What needs to be done: Search the listing for the string "scale" and copy every line that contains it.

Given records:

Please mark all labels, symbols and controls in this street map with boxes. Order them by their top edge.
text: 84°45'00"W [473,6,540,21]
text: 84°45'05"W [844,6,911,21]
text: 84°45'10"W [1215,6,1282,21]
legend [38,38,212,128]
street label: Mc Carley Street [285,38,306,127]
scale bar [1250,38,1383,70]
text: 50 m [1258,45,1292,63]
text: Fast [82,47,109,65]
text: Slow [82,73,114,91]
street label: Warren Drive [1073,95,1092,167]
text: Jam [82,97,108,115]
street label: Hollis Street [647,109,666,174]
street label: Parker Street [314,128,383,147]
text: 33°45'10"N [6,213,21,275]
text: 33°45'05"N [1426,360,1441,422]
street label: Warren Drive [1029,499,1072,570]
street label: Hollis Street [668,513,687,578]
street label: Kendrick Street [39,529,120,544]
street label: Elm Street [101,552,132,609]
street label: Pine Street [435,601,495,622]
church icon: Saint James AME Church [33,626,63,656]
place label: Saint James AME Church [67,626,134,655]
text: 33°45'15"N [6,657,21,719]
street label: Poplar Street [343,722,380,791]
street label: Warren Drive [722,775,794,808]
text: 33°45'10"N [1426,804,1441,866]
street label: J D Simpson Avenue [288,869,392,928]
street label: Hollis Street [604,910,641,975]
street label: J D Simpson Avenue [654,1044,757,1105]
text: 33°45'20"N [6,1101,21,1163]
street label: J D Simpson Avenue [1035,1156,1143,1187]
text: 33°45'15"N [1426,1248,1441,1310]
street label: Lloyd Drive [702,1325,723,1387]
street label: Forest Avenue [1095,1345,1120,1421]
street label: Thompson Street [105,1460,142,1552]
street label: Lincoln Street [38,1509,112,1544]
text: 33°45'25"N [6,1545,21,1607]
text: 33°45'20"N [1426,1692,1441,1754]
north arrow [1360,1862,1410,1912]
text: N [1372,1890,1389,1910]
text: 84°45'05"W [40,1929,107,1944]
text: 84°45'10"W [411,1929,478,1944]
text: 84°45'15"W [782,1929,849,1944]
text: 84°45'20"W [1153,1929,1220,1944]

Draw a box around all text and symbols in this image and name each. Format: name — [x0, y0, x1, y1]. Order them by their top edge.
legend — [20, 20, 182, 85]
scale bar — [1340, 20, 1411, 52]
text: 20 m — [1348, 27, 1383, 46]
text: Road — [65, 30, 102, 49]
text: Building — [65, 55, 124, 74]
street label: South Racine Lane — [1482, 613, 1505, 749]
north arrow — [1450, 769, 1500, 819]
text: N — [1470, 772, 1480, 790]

The answer:
scale bar [1250,38,1383,70]
scale bar — [1340, 20, 1411, 52]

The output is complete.